In a surprise appearance, Republican National Committee Chairman Reince Priebus, who in private expressed fury over some of Trump’s actions earlier this month, introduced the candidate at the Erie campaign event and the two hugged onstage.

“We’re so honored to be working with Donald Trump and the campaign,” Priebus told thousands of Trump supporters.

“And don’t believe the garbage you read. Let me tell you something. Donald Trump, the Republican Party, all of you, we’re going to put him in the White House and save this country together.”

Republican sources earlier this month said Priebus was furious over Trump’s failure to endorse House of Representatives Speaker Paul Ryan and his feud with the parents of a Muslim American soldier killed in Iraq. Trump did endorse Ryan a few days later.

Trump brought Priebus in Altoona, to thank him for the work he has done as he insisted there is great unity in the party.

“I have to say we have great unification,” Trump said.

Trump on Friday told the rallies in Altoona and Erie that his remarks earlier this week calling Obama and Clinton the founders of ISIS, as Islamic State is also known, had been sarcastic.

“I have been saying because it’s true, but somewhat sarcastically, that he’s the founder of ISIS and she’s a close second,” Trump said in Altoona.

Trump first made the unfounded claim on Wednesday and repeated it through the week.

Trump claimed sarcasm in July as well after he was heavily criticized for inviting Russia to dig up tens of thousands of “missing” emails from Clinton’s time as U.S. secretary of state.

A Wall Street Journal/NBC News/Marist poll released on Friday suggested support for Trump is eroding among voters in three battleground states.

Such states are hotly contested because their populations can swing either to Republicans or Democrats and thus play a decisive role in presidential elections, which are ultimately decided by the state-by-state tally of the Electoral College.

The poll found Clinton widening her lead in Colorado, Virginia and North Carolina, while holding her advantage in Florida.

Clinton released her tax returns on Friday, painting the move as a sign of transparency that her campaign says Trump lacks.

U.S. presidential candidates are not required to release their tax returns, but it has become a common custom.

Trump has cited an audit by the Internal Revenue Service in refusing to release his returns.
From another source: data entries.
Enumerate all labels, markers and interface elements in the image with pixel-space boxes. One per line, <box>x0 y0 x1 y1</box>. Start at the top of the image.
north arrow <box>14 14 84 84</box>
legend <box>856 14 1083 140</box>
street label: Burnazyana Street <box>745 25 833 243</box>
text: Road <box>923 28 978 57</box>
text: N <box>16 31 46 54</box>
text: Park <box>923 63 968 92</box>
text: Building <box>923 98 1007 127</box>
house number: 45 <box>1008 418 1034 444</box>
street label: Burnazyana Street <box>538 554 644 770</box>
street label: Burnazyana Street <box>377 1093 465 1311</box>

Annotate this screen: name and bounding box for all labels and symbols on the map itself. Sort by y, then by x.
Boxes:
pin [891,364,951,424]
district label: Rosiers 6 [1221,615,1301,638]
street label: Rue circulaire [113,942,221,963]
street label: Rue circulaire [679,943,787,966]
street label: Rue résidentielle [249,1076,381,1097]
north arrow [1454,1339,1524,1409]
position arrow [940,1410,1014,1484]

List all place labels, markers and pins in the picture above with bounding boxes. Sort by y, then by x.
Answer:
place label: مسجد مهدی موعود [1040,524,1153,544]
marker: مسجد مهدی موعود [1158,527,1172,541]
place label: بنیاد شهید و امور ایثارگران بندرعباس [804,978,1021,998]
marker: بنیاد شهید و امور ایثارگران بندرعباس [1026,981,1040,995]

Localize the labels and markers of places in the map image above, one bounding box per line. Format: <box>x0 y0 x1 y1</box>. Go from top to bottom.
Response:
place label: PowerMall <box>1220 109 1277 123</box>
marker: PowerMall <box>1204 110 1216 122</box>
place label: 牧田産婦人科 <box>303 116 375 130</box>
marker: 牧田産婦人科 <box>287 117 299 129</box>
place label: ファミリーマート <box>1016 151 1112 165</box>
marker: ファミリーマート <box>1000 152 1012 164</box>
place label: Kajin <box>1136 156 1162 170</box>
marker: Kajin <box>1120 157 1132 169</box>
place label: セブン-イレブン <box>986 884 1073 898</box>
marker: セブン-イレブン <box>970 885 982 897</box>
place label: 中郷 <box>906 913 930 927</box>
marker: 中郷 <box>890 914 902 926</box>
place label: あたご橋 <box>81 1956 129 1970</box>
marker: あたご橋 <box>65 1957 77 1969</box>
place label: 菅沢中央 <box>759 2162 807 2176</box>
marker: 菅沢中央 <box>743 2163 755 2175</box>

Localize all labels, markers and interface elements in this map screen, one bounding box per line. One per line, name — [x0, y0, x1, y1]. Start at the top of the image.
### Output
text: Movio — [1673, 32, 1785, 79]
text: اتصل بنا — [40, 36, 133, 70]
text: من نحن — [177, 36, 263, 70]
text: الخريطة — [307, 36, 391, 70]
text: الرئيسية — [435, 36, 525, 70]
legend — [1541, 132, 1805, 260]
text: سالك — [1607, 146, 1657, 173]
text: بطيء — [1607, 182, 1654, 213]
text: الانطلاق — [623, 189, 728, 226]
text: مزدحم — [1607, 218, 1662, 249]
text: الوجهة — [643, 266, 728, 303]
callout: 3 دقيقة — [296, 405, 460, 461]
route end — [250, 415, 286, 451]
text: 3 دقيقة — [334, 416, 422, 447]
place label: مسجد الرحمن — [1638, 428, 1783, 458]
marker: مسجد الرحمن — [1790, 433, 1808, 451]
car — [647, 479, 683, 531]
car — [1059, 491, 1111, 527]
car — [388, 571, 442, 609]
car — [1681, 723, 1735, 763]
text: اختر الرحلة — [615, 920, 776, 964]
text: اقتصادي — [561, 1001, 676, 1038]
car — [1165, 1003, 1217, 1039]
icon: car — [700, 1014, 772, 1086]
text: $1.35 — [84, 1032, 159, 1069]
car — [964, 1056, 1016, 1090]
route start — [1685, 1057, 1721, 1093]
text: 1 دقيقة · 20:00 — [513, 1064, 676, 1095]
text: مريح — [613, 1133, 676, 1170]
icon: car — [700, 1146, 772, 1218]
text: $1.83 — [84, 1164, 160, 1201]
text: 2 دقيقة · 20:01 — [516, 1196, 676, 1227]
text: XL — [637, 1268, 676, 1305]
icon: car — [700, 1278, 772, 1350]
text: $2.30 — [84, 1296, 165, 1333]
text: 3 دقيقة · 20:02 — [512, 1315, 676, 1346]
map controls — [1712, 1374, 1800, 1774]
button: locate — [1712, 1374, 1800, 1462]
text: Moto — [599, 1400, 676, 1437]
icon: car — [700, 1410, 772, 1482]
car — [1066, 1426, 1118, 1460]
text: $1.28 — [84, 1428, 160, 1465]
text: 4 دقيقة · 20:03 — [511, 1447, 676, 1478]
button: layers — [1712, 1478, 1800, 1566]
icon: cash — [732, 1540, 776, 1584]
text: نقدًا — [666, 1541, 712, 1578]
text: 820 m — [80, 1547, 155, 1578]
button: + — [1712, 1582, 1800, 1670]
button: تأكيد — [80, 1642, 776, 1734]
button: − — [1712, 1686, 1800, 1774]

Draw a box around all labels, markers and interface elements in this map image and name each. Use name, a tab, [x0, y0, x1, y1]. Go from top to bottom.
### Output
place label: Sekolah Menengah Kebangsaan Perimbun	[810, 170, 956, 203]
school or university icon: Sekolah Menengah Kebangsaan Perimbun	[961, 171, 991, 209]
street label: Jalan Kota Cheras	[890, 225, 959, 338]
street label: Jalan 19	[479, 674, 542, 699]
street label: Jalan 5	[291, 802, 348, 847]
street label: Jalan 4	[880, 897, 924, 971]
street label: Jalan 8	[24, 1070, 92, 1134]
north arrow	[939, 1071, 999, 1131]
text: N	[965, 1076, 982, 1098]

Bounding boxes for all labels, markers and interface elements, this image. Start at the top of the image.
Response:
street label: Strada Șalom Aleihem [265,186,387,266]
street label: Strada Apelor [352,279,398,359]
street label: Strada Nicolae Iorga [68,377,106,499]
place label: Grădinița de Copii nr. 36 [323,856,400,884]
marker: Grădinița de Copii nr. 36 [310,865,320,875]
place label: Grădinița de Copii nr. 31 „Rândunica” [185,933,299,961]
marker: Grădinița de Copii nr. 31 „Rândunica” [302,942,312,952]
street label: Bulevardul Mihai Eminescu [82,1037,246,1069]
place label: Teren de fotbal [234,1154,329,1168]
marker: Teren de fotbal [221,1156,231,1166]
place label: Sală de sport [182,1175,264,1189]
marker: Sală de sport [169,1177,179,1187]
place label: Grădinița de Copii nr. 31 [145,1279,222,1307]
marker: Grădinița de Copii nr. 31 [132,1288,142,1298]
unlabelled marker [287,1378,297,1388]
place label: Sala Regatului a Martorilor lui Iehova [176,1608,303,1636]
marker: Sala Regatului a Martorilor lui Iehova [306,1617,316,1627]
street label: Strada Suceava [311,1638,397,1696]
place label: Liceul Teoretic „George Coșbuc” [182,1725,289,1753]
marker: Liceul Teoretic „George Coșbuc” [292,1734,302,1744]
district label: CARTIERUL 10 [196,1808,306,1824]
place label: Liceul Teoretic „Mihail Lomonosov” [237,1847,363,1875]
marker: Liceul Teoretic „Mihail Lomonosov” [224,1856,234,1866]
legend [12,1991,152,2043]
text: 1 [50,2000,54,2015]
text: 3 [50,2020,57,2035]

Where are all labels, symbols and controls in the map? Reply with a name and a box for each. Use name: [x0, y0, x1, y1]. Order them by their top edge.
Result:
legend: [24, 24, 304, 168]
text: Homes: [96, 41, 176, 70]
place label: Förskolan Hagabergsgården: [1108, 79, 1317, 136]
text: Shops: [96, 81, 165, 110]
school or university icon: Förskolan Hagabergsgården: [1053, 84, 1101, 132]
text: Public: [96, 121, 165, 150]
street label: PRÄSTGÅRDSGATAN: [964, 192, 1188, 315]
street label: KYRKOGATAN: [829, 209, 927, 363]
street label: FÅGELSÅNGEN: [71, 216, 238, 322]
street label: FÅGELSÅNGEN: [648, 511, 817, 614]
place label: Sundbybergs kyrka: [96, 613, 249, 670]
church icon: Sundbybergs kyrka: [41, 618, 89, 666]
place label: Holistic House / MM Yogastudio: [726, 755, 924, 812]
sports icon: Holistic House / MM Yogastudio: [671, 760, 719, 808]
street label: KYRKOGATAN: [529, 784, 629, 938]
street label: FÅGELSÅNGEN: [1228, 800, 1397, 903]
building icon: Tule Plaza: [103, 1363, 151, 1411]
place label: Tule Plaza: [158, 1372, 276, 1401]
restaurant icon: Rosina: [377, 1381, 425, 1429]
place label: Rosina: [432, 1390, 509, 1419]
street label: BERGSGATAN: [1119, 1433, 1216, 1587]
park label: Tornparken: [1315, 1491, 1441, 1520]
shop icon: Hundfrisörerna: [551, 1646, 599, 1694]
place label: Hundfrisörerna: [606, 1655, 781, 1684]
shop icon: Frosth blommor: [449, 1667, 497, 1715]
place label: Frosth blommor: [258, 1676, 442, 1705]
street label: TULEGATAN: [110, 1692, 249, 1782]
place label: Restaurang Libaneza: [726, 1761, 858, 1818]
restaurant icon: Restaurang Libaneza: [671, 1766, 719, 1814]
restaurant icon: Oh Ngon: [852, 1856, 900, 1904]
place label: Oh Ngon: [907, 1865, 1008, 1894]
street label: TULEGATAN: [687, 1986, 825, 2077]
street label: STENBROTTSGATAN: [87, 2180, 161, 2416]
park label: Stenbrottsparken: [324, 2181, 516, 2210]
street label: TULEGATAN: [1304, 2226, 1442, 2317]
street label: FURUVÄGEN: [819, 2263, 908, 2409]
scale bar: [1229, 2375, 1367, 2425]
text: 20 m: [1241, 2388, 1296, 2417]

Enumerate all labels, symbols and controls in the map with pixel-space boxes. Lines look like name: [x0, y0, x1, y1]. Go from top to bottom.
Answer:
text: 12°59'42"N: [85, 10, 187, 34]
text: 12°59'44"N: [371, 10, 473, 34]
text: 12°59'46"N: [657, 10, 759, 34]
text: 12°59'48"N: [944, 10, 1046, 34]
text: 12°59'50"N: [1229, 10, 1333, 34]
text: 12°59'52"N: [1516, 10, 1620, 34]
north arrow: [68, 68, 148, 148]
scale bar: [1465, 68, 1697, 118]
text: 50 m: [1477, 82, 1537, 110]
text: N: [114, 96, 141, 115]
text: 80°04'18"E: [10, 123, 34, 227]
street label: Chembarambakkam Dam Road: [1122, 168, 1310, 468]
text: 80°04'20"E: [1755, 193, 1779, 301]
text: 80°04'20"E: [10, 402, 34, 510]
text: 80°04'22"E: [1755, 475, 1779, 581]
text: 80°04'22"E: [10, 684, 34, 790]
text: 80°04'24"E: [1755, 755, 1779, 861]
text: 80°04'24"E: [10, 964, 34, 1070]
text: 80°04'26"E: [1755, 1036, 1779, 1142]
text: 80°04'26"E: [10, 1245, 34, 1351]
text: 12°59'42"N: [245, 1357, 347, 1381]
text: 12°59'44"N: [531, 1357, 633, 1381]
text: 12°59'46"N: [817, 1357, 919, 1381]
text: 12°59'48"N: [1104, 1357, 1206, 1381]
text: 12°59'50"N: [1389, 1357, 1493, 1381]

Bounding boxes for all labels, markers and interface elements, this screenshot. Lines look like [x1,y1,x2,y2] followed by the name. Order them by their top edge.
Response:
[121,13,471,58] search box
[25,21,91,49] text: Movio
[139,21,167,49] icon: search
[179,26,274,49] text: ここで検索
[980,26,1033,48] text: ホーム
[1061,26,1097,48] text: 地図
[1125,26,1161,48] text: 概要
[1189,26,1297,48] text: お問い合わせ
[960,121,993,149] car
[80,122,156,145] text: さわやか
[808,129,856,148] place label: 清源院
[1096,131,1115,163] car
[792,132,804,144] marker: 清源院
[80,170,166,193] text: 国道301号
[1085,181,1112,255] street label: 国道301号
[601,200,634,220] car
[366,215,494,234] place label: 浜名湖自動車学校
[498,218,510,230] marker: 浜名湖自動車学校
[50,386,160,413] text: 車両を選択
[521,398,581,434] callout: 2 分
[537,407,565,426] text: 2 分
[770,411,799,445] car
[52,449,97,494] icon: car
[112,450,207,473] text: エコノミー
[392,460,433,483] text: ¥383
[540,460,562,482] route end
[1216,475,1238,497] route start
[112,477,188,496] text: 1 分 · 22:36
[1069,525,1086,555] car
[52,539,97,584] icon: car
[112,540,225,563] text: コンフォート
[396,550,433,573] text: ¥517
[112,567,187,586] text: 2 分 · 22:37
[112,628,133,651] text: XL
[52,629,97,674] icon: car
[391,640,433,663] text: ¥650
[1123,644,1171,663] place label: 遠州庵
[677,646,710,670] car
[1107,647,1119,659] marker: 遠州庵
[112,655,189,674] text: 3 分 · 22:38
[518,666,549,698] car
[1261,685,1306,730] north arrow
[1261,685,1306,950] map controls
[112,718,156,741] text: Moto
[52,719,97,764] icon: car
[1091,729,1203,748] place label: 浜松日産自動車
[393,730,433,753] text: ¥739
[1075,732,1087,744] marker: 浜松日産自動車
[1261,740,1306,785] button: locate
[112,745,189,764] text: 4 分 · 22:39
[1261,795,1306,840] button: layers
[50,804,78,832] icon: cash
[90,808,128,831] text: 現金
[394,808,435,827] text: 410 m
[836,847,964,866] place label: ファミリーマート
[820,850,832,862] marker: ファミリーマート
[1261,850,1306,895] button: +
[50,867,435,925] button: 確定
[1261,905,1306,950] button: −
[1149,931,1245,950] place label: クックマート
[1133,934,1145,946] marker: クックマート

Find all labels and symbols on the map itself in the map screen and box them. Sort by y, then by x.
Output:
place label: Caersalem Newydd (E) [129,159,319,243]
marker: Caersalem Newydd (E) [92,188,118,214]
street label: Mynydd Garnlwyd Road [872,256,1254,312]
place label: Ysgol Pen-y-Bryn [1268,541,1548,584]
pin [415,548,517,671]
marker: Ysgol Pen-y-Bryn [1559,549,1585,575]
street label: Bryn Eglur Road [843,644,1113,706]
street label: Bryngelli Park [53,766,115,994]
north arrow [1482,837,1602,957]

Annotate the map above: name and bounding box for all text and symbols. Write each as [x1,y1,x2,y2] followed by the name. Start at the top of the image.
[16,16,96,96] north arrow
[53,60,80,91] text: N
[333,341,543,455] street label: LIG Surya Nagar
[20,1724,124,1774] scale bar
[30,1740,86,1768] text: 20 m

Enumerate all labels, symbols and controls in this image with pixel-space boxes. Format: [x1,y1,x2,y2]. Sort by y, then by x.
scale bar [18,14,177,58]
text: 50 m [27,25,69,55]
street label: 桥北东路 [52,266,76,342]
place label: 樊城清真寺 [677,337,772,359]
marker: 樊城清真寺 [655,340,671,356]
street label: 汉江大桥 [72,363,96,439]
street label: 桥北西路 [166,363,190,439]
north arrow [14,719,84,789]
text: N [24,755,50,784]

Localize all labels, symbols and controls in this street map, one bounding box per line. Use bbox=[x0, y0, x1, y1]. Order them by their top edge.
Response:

Trump also has said his taxes are no one’s business and that they reveal little.

Trump scheduled a speech in Warren, Ohio, on Monday that will focus on how he would handle the threat posed by Islamic State. Trump has said he would “knock the hell out of ISIS,” without offering details.

Trump has been mired in repeated controversies in recent days. He drew heavy criticism after he suggested gun rights activists could take action against Clinton, a statement he later said was aimed at rallying votes against her.

Nearly one-fifth of registered Republicans now want Trump to drop out of the race for the White House, according to a Reuters/Ipsos poll released on Wednesday.

Republicans frequently trace the birth of Islamic State to the Obama administration’s decision to withdraw the last U.S. forces from Iraq by the end of 2011.

But many analysts argue its roots lie in the decision of George W. Bush’s Republican administration to invade Iraq in 2003 without a plan to fill the vacuum created by Saddam Hussein’s ouster. It was Bush’s administration that negotiated the 2009 agreement that called for the withdrawal of all U.S. forces from Iraq by Dec. 31, 2011.

(Reporting by Steve Holland; Additional reporting by Luciana Lopez in New York and Ginger Gibson and Amanda Becker in Washington; Editing by Jonathan Oatis and Leslie Adler)

Editor’s note: Donald Trump regularly incites political violence and is a serial liar, rampant xenophobe, racist, misogynist and birther who has repeatedly pledged to ban all Muslims — 1.6 billion members of an entire religion — from entering the U.S.